Goal of the exercise =
Nothing in the records may be changed; reproduce all of them.

Supplied information =

===

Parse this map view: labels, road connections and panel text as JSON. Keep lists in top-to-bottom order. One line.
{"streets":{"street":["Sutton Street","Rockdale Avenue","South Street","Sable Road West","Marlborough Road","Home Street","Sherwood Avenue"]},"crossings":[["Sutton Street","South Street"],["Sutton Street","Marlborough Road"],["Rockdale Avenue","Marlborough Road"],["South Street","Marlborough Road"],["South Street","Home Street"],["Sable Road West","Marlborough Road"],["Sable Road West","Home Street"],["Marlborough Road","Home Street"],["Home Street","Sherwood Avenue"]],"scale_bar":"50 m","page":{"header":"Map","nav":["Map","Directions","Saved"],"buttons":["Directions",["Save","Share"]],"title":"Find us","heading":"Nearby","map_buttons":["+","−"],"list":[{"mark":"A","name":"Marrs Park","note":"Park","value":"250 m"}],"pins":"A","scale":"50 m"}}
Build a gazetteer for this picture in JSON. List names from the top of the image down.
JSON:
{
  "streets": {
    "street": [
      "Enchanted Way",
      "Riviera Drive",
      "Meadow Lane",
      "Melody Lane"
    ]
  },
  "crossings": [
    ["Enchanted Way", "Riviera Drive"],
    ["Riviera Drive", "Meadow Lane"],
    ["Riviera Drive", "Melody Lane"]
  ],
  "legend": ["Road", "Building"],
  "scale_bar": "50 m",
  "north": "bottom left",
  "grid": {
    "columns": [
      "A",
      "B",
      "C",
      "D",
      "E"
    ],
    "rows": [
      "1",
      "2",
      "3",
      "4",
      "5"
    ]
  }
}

===

Answer for the task =
Parse this map view: labels, road connections and panel text as JSON. Keep lists in top-to-bottom order. One line.
{"streets":{"street":["Sutton Street","Rockdale Avenue","South Street","Sable Road West","Marlborough Road","Home Street","Sherwood Avenue"]},"crossings":[["Sutton Street","South Street"],["Sutton Street","Marlborough Road"],["Rockdale Avenue","Marlborough Road"],["South Street","Marlborough Road"],["South Street","Home Street"],["Sable Road West","Marlborough Road"],["Sable Road West","Home Street"],["Marlborough Road","Home Street"],["Home Street","Sherwood Avenue"]],"scale_bar":"50 m","page":{"header":"Map","nav":["Map","Directions","Saved"],"buttons":["Directions",["Save","Share"]],"title":"Find us","heading":"Nearby","map_buttons":["+","−"],"list":[{"mark":"A","name":"Marrs Park","note":"Park","value":"250 m"}],"pins":"A","scale":"50 m"}}
Build a gazetteer for this picture in JSON. List names from the top of the image down.
JSON:
{
  "streets": {
    "street": [
      "Enchanted Way",
      "Riviera Drive",
      "Meadow Lane",
      "Melody Lane"
    ]
  },
  "crossings": [
    ["Enchanted Way", "Riviera Drive"],
    ["Riviera Drive", "Meadow Lane"],
    ["Riviera Drive", "Melody Lane"]
  ],
  "legend": ["Road", "Building"],
  "scale_bar": "50 m",
  "north": "bottom left",
  "grid": {
    "columns": [
      "A",
      "B",
      "C",
      "D",
      "E"
    ],
    "rows": [
      "1",
      "2",
      "3",
      "4",
      "5"
    ]
  }
}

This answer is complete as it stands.